Activity -
Whenever a line in the entries below contains the string "controls", copy that line.

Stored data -

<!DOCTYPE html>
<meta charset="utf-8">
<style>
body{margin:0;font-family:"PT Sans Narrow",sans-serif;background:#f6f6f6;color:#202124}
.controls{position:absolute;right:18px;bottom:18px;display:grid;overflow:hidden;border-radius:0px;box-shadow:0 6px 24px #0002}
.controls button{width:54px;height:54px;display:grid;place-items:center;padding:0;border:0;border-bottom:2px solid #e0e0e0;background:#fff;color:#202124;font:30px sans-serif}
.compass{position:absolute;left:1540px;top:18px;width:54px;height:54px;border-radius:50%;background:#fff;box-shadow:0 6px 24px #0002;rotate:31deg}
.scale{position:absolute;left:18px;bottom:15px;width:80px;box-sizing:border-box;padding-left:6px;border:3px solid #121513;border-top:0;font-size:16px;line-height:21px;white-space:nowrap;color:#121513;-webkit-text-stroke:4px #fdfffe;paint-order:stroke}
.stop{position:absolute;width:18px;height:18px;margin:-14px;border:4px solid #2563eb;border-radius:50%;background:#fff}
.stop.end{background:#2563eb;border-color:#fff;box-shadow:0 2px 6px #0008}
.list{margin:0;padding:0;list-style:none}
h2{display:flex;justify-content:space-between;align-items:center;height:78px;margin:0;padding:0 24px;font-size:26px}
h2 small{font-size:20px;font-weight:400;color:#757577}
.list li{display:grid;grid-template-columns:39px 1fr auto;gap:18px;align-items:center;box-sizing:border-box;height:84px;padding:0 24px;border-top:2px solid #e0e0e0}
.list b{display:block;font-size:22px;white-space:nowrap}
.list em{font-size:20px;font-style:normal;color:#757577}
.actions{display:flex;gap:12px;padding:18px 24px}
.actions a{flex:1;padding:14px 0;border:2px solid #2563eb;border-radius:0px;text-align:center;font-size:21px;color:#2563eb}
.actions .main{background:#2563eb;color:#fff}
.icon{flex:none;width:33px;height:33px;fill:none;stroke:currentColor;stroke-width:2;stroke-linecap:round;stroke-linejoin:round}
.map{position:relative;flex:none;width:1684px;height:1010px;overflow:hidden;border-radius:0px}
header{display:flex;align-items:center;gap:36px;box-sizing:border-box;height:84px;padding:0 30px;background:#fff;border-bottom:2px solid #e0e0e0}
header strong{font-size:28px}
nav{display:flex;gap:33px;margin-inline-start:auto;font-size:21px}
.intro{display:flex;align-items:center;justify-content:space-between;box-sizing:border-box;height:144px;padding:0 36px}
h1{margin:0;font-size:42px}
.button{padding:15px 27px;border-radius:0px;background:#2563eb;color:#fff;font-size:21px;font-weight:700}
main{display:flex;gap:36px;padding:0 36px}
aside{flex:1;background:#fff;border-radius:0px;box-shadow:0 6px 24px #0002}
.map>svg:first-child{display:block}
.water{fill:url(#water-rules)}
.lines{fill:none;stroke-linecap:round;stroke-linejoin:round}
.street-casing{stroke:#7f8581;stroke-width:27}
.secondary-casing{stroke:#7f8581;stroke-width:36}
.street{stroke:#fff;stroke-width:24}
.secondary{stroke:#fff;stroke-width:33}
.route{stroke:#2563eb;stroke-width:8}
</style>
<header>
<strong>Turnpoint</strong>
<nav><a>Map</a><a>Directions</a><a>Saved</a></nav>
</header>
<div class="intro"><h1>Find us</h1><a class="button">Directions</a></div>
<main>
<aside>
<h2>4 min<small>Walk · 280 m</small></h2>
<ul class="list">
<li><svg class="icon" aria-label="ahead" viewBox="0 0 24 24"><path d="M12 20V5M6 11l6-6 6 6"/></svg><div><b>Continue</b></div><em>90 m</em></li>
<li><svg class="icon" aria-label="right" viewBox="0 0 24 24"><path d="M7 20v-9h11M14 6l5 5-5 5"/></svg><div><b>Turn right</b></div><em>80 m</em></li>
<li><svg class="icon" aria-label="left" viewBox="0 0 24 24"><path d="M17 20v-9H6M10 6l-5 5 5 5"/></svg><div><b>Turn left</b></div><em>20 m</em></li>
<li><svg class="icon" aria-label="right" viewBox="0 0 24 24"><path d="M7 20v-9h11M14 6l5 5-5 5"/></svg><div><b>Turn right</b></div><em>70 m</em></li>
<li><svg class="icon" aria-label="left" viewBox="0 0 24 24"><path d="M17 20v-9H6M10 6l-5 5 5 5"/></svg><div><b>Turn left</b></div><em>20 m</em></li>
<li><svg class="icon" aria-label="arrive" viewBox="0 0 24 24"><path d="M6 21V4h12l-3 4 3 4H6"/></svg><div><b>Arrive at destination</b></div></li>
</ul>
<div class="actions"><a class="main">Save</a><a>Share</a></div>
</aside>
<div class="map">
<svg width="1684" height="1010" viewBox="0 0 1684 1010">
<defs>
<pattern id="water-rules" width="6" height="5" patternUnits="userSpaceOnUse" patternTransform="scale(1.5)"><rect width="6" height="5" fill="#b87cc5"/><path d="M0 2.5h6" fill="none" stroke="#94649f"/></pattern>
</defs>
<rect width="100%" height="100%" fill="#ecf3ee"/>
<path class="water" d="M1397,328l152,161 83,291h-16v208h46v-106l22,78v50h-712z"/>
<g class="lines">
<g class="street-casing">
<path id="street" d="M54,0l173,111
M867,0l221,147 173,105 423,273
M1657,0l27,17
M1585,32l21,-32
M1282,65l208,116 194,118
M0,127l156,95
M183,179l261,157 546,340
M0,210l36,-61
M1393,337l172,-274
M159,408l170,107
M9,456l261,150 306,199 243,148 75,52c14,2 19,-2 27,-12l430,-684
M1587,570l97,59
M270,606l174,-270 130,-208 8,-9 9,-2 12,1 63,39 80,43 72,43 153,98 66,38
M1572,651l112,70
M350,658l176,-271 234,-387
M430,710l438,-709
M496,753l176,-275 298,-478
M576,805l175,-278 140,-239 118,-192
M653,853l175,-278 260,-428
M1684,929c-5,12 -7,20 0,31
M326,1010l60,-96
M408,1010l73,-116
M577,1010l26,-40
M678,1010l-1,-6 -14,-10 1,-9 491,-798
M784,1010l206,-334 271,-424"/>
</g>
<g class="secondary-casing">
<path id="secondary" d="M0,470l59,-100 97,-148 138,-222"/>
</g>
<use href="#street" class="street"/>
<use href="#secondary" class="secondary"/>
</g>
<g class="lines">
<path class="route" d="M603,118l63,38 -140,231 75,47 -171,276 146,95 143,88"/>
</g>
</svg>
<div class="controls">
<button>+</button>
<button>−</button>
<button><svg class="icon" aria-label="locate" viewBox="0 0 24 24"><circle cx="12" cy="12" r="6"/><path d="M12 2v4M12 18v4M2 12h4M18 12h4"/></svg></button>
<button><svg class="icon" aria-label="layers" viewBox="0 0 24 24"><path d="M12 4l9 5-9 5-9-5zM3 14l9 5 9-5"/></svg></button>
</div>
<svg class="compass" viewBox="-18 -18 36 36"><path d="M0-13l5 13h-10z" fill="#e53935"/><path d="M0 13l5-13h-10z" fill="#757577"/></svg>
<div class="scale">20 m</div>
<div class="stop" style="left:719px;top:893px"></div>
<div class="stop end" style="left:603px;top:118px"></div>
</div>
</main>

Task result -
.controls{position:absolute;right:18px;bottom:18px;display:grid;overflow:hidden;border-radius:0px;box-shadow:0 6px 24px #0002}
.controls button{width:54px;height:54px;display:grid;place-items:center;padding:0;border:0;border-bottom:2px solid #e0e0e0;background:#fff;color:#202124;font:30px sans-serif}
<div class="controls">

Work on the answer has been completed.